Your assignment | Lines with the word "content" in them are the ones to copy from the records.

Extracted records |

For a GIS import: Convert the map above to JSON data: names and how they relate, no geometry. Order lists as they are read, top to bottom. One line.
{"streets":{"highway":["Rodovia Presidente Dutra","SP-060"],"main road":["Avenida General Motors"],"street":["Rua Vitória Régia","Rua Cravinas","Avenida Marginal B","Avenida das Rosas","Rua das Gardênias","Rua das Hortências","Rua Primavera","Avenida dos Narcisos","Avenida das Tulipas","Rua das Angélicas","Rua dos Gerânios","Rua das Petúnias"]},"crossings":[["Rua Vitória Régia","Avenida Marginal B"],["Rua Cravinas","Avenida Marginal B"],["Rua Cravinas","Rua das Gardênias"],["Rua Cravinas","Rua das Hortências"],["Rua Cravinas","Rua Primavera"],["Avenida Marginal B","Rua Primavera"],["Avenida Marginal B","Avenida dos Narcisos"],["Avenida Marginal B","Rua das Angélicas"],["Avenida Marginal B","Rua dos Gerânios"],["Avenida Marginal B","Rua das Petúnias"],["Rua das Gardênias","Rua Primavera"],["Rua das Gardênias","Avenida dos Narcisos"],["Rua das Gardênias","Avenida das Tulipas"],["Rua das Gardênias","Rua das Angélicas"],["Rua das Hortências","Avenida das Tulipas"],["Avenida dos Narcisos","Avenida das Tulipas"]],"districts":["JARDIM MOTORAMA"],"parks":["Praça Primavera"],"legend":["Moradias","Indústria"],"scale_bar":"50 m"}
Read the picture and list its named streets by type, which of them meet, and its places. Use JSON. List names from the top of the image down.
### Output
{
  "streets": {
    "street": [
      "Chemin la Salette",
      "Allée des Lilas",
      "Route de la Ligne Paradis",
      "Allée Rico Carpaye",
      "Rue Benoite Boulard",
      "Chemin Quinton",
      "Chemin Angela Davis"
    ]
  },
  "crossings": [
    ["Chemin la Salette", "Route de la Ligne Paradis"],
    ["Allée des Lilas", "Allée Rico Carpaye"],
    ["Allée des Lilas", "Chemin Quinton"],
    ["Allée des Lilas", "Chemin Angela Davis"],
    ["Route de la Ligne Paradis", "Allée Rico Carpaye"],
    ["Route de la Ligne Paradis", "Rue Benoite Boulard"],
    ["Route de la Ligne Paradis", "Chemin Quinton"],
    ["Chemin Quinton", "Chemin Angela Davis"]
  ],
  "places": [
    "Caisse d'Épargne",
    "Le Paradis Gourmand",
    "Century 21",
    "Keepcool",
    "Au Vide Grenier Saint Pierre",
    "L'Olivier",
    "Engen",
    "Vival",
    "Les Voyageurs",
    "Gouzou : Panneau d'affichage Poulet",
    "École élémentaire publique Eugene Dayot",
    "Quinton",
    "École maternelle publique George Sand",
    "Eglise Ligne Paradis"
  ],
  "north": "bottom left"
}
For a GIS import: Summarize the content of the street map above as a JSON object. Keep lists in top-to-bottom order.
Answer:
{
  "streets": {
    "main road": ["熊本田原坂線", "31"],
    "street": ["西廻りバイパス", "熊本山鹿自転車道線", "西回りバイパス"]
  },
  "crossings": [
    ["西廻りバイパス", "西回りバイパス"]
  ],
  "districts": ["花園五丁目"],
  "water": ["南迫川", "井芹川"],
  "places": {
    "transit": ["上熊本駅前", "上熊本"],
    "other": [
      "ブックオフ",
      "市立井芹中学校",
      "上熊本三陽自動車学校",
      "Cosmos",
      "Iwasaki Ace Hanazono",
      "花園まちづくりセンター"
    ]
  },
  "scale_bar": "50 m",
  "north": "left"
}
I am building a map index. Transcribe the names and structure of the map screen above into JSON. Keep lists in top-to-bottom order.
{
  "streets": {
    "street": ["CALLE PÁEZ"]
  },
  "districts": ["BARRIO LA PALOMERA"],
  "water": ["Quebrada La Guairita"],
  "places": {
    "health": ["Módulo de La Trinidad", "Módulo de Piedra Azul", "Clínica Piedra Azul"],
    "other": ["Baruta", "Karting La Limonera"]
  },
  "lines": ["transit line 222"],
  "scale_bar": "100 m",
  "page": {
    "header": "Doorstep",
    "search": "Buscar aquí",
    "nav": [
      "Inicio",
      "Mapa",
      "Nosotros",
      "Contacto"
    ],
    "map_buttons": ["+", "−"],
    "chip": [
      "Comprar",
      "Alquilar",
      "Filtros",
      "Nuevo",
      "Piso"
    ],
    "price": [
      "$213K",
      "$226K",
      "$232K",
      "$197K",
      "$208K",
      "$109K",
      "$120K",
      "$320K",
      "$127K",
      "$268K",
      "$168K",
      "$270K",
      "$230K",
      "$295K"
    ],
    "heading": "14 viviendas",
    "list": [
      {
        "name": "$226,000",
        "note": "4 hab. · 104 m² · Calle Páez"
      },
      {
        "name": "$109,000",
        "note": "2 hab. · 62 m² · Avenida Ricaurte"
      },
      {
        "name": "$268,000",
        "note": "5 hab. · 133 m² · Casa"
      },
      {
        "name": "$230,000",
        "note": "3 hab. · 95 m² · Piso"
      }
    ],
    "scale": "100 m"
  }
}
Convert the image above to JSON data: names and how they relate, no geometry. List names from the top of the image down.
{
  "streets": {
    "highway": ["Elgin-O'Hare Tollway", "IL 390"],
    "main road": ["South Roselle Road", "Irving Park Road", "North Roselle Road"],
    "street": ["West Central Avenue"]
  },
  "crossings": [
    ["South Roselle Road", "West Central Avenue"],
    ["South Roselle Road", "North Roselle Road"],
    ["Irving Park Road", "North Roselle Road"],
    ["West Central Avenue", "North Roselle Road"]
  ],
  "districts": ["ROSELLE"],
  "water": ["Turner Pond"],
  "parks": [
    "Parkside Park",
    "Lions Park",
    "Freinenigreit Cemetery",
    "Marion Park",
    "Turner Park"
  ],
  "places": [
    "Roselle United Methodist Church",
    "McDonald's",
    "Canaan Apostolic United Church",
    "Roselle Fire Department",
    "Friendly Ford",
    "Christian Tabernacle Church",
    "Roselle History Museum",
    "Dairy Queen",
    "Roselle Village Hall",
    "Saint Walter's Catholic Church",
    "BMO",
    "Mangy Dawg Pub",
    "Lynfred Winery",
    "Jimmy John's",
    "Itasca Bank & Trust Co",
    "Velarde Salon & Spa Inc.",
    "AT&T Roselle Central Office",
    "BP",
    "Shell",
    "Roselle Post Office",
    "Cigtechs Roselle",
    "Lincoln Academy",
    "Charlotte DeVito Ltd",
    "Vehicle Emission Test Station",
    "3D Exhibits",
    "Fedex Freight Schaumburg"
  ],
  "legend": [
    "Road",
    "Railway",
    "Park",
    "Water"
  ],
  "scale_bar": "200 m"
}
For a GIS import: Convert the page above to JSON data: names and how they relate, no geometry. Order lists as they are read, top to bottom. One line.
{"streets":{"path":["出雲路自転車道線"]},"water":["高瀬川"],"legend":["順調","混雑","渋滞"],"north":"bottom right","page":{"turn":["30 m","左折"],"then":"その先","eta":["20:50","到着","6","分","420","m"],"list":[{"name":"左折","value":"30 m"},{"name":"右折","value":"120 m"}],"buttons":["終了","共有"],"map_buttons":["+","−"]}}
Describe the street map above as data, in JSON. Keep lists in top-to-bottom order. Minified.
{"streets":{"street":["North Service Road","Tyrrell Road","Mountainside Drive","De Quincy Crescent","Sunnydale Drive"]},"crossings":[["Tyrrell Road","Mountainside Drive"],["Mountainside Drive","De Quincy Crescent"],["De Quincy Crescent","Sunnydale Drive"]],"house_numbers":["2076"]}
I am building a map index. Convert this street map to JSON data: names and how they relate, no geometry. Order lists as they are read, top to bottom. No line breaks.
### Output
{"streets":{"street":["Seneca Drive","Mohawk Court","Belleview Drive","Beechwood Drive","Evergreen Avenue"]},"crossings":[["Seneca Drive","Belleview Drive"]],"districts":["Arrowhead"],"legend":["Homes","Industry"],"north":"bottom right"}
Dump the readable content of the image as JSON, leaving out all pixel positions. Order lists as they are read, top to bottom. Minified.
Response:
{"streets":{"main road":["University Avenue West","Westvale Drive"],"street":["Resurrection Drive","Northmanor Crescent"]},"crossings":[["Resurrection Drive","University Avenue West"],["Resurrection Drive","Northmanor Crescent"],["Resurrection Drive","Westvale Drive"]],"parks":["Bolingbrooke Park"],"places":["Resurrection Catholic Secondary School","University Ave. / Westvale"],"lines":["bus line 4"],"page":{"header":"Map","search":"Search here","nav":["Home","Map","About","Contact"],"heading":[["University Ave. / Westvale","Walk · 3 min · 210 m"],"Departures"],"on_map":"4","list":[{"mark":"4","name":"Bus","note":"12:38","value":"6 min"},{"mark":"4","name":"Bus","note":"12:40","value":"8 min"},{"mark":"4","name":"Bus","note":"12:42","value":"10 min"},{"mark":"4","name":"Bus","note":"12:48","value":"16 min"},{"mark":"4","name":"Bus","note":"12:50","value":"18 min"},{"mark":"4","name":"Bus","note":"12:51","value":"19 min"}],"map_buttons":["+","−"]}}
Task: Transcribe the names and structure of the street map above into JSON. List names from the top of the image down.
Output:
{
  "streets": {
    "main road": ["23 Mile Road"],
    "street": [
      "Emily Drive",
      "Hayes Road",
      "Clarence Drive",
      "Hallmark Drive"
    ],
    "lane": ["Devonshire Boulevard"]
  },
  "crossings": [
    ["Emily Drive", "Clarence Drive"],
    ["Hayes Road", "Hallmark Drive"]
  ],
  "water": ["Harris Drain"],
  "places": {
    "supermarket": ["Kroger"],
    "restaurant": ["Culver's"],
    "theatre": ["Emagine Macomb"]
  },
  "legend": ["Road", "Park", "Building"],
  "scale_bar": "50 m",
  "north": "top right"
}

Exercise solution |
For a GIS import: Summarize the content of the street map above as a JSON object. Keep lists in top-to-bottom order.
Dump the readable content of the image as JSON, leaving out all pixel positions. Order lists as they are read, top to bottom. Minified.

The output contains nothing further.